(Beginning of RECORDS SUPPLIED)

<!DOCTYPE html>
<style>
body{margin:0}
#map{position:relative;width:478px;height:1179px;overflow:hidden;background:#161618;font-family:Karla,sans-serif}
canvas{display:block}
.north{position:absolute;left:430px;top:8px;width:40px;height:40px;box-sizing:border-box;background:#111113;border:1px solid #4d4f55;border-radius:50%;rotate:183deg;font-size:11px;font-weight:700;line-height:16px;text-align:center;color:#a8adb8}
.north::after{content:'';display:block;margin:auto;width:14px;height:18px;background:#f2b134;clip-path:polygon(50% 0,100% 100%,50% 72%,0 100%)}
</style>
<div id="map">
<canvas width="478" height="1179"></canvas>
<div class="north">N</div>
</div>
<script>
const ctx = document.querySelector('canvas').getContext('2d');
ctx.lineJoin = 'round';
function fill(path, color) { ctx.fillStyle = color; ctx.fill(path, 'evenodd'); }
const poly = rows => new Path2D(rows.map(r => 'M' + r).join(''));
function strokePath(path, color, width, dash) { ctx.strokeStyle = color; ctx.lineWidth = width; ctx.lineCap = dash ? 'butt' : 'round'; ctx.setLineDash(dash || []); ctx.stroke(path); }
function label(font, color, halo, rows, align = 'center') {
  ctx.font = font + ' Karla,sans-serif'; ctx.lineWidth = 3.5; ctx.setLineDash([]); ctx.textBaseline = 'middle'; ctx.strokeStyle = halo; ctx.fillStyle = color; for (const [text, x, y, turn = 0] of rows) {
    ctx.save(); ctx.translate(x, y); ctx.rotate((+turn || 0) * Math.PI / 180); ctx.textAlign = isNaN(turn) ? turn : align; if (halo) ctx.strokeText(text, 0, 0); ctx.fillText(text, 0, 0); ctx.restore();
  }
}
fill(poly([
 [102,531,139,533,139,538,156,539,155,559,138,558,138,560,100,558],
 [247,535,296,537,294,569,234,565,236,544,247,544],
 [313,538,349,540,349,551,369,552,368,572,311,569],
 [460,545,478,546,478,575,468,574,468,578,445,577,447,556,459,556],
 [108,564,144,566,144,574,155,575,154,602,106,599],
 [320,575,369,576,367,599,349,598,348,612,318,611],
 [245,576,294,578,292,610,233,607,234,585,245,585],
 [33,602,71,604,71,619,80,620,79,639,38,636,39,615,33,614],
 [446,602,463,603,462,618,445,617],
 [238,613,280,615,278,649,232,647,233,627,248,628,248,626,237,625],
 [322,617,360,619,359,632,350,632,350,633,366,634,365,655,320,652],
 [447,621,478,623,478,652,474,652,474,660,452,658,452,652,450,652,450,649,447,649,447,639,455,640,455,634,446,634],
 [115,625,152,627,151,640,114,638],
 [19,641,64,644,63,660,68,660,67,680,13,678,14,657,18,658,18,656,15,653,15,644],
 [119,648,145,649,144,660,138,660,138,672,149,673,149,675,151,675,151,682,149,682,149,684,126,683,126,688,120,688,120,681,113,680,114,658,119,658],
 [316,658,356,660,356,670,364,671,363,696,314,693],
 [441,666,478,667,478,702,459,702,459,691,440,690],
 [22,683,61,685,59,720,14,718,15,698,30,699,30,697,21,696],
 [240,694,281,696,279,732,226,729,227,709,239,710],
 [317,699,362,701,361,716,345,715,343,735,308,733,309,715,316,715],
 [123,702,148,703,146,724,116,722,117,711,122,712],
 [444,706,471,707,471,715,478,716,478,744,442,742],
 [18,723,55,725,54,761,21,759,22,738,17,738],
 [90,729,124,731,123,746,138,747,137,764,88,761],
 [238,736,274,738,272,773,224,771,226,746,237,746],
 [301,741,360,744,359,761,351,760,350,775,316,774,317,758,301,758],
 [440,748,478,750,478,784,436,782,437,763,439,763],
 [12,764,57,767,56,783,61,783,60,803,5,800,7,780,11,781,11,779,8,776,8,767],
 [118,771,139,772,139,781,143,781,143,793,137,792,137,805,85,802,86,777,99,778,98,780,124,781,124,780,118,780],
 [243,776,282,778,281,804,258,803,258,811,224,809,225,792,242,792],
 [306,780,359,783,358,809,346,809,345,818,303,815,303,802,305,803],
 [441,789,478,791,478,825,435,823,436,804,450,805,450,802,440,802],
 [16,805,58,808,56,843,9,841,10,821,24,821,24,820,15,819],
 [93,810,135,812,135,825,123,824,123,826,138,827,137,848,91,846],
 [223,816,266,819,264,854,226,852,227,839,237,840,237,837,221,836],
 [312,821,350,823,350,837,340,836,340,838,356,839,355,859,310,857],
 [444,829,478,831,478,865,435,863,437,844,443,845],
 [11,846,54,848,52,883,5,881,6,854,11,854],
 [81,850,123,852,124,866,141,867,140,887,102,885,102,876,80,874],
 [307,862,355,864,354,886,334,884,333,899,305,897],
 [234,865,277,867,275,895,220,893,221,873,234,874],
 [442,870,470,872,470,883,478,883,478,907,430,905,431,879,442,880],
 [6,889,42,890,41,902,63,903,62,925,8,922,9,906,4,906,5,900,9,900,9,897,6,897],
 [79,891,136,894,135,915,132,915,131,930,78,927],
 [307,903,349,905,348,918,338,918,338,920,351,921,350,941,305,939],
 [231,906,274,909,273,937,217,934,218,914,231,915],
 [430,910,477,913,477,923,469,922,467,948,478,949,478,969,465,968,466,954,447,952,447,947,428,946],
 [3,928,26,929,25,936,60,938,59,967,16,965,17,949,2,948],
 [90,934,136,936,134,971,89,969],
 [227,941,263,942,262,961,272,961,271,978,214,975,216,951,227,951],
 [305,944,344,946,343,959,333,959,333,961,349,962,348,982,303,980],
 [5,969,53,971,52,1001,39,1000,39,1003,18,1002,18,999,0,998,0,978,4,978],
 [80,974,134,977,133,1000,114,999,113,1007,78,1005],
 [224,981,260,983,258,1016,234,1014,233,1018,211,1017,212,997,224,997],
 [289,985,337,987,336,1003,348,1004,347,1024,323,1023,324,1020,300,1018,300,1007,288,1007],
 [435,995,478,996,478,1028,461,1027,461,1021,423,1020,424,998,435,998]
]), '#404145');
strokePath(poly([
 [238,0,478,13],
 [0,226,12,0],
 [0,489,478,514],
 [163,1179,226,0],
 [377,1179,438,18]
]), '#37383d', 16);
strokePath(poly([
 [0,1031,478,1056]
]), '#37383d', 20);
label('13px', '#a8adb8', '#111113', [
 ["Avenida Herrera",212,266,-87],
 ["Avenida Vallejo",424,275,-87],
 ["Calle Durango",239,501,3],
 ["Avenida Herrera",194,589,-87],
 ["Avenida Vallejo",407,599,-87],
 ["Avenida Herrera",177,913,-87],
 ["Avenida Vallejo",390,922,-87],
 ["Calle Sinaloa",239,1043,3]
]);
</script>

(End of RECORDS SUPPLIED)
(Beginning of RECORDS SUPPLIED)

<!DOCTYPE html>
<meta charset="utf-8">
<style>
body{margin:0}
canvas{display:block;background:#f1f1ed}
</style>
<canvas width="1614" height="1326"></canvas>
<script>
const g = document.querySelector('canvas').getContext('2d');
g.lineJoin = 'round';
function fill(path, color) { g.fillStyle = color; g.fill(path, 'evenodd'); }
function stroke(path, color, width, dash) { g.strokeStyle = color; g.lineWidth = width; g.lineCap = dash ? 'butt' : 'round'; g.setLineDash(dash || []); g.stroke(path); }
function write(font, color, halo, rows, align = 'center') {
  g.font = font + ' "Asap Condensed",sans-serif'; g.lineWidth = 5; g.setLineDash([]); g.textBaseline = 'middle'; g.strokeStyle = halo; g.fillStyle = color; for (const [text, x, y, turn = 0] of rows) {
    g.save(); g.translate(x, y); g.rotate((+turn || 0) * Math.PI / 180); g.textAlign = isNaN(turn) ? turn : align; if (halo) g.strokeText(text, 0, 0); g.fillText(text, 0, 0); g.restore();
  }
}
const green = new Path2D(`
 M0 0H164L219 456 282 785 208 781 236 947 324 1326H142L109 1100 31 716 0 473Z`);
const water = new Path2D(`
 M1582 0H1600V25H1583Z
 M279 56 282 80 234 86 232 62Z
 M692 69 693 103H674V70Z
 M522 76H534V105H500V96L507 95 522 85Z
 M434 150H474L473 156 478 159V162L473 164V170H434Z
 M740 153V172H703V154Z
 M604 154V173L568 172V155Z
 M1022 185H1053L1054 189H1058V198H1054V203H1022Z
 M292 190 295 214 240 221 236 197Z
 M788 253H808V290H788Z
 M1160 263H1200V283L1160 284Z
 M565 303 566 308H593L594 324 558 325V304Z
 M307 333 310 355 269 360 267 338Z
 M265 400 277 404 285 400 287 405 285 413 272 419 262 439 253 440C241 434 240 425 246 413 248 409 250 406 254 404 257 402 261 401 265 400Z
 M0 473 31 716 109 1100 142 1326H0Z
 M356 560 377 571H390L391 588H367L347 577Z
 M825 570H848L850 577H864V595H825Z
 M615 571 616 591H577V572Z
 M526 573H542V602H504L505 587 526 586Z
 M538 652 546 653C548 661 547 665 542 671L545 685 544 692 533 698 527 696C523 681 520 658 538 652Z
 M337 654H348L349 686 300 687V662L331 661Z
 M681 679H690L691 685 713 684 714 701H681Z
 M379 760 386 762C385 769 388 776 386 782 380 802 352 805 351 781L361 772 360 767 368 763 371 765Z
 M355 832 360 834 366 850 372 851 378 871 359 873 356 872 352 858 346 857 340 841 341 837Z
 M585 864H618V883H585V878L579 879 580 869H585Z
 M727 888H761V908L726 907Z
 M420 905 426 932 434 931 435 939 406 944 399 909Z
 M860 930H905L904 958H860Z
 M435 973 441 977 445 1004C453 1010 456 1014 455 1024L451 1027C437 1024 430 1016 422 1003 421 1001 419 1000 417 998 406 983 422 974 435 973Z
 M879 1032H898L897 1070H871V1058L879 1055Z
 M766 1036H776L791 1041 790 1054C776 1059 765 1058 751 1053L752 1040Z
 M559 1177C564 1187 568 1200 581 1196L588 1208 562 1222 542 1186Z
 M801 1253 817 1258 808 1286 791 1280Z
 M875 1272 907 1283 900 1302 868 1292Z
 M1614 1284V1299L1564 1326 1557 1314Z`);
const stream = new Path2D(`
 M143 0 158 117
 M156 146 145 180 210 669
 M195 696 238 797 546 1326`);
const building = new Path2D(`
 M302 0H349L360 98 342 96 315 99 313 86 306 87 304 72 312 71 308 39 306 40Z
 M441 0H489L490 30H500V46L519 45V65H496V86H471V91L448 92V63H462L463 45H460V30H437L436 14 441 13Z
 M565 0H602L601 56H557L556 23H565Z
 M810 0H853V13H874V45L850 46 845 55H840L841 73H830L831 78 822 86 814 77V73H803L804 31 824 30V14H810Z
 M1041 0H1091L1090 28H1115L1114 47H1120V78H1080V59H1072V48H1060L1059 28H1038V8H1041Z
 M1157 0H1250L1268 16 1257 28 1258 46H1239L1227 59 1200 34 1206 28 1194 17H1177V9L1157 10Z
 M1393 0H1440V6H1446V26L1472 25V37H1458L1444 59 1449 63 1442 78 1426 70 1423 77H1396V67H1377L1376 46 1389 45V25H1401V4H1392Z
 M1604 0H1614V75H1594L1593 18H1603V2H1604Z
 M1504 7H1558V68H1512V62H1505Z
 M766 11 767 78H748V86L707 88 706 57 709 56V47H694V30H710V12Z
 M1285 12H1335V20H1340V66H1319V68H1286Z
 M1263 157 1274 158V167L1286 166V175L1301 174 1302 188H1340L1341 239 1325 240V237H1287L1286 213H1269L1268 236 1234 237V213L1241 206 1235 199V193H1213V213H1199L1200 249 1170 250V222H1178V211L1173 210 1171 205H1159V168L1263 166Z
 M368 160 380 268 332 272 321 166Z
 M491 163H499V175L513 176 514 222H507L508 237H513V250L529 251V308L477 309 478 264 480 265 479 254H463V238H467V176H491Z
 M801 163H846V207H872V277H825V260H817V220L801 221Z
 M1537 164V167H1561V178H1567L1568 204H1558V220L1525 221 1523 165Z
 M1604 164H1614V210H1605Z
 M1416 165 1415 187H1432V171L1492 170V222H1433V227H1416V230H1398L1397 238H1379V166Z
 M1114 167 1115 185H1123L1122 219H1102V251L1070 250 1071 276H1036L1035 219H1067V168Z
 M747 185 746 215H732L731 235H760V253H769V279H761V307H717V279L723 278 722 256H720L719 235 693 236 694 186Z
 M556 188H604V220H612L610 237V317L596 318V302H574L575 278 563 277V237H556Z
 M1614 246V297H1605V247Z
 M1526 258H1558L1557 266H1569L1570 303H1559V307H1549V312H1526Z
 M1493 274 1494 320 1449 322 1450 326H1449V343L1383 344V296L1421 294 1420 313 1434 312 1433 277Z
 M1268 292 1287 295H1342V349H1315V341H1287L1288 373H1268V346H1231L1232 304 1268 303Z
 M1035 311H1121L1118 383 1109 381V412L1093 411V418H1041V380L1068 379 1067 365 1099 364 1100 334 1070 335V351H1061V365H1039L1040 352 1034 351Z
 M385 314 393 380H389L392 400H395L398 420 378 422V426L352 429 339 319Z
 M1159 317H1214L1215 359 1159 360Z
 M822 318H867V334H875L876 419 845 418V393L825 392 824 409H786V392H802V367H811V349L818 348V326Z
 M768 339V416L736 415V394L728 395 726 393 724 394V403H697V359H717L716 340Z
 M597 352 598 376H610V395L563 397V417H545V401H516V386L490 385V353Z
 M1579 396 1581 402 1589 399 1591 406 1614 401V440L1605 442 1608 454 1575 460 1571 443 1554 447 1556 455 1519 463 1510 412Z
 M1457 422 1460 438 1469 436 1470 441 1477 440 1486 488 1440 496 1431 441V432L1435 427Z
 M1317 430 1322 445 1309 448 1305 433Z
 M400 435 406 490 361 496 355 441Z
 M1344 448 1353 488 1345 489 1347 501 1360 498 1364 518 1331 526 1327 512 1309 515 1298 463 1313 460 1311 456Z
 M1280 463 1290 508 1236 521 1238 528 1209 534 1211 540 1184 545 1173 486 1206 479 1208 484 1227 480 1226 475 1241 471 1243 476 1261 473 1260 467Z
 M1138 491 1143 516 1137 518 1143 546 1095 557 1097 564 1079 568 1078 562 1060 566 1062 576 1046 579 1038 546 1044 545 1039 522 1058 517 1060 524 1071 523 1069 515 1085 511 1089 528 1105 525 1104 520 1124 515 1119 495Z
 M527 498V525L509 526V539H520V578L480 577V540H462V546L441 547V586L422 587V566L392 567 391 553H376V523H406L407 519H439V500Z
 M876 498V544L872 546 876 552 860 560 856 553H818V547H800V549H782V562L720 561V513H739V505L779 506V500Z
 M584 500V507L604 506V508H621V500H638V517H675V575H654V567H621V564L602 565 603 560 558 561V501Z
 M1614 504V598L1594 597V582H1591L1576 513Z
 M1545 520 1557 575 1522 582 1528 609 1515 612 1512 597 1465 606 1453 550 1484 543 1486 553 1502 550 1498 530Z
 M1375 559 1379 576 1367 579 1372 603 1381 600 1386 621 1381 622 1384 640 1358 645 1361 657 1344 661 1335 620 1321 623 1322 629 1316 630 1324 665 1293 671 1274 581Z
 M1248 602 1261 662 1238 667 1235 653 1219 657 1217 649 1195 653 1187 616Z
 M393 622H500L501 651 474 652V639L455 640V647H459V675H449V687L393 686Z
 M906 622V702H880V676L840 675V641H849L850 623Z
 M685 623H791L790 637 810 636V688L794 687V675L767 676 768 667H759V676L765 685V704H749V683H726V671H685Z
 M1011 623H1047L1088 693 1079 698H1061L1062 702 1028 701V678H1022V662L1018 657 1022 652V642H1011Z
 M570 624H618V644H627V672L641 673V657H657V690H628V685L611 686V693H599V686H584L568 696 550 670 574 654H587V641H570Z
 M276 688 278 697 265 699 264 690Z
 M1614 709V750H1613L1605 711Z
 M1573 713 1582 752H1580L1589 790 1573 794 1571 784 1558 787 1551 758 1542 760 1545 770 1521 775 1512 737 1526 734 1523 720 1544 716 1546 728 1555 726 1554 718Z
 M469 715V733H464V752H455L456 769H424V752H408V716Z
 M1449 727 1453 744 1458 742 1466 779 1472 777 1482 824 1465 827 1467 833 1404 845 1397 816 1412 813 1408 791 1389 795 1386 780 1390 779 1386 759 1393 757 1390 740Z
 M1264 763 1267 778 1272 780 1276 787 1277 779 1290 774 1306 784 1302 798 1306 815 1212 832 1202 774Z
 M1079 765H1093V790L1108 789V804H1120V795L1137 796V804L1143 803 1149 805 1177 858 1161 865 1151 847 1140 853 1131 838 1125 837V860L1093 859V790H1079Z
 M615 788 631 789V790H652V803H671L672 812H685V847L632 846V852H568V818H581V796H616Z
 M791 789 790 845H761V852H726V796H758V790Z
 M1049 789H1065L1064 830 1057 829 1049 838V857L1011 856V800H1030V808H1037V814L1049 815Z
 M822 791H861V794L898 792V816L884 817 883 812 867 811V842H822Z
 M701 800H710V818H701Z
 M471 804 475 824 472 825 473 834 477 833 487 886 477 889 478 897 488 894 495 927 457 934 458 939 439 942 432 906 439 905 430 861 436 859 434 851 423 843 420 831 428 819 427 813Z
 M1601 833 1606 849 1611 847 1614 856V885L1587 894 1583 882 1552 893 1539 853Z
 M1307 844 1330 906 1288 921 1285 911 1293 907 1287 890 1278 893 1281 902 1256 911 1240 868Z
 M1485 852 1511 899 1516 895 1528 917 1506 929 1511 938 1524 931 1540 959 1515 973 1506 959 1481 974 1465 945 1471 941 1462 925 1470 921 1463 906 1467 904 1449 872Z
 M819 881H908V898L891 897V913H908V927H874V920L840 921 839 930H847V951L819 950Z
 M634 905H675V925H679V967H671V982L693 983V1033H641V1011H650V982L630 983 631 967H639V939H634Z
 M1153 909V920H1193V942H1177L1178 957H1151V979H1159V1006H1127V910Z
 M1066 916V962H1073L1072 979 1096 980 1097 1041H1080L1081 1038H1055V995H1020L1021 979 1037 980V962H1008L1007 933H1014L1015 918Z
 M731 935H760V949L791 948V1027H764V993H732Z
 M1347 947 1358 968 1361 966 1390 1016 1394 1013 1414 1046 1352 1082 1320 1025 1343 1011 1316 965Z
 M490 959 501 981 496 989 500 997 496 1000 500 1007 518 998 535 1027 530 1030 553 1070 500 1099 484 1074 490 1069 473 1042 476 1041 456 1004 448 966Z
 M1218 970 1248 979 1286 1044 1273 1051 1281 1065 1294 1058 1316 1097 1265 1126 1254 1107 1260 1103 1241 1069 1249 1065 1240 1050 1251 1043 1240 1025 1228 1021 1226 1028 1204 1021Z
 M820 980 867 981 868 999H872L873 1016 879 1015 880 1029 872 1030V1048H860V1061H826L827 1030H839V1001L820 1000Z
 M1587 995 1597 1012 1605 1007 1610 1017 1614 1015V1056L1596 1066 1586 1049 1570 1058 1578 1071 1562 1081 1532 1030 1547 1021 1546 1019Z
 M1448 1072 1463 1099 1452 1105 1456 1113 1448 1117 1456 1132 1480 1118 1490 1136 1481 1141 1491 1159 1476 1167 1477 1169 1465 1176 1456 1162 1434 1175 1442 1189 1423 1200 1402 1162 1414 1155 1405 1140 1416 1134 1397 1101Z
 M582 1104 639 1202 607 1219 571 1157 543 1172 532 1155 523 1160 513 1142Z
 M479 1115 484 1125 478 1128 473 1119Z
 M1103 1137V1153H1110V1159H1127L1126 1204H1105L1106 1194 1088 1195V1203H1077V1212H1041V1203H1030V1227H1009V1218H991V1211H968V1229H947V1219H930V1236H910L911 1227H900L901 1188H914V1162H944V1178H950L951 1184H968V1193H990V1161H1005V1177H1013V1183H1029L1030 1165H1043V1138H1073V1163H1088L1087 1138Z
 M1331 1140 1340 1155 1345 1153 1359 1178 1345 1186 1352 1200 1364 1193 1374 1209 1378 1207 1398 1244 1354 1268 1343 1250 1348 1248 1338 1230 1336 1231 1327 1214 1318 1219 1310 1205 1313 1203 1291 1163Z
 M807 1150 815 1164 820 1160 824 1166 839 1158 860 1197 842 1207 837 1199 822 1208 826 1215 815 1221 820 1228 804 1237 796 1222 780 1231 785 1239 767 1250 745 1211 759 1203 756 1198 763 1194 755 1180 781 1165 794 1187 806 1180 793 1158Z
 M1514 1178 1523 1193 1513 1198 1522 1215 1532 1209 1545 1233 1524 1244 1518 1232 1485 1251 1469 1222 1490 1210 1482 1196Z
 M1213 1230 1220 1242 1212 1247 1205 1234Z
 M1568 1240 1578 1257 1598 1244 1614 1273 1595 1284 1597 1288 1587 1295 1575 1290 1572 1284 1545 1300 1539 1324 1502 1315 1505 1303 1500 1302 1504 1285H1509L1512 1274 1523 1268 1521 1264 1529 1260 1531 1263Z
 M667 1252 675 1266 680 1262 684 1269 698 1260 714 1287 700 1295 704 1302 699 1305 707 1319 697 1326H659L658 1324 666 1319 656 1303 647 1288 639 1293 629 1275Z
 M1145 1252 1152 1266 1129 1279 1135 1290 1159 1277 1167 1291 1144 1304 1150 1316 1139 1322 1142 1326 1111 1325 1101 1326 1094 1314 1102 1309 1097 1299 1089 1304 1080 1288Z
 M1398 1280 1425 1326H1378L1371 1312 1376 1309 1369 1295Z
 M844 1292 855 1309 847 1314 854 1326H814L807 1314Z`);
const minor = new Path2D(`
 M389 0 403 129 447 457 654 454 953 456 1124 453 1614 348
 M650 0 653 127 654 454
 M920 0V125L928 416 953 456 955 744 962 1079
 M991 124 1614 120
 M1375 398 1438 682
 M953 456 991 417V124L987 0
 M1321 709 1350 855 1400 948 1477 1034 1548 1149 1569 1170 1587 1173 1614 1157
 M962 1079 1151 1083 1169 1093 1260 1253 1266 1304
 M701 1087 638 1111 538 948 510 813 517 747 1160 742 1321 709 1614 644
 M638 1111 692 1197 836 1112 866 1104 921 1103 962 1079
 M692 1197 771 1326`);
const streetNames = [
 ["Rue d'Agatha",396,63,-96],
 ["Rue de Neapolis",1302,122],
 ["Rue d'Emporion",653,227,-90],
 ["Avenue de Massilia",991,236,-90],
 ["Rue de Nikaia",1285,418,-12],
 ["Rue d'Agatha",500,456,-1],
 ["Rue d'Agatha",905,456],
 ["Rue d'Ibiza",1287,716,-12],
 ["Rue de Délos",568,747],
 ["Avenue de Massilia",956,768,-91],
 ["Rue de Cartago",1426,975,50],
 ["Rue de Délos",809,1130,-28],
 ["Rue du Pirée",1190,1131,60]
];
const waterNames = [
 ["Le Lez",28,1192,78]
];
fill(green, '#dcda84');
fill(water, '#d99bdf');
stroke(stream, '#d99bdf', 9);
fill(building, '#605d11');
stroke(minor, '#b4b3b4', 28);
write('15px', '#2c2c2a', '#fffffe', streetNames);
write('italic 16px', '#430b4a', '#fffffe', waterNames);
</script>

(End of RECORDS SUPPLIED)

# WORK ORDER
Above are the records. Print exactly, and only, the lines from the line with "color; g.fill(path, 'evenodd');" to the line with "function write(font, color, halo, rows, align", both inclusive.

# WRITTEN RESPONSE
function fill(path, color) { g.fillStyle = color; g.fill(path, 'evenodd'); }
function stroke(path, color, width, dash) { g.strokeStyle = color; g.lineWidth = width; g.lineCap = dash ? 'butt' : 'round'; g.setLineDash(dash || []); g.stroke(path); }
function write(font, color, halo, rows, align = 'center') {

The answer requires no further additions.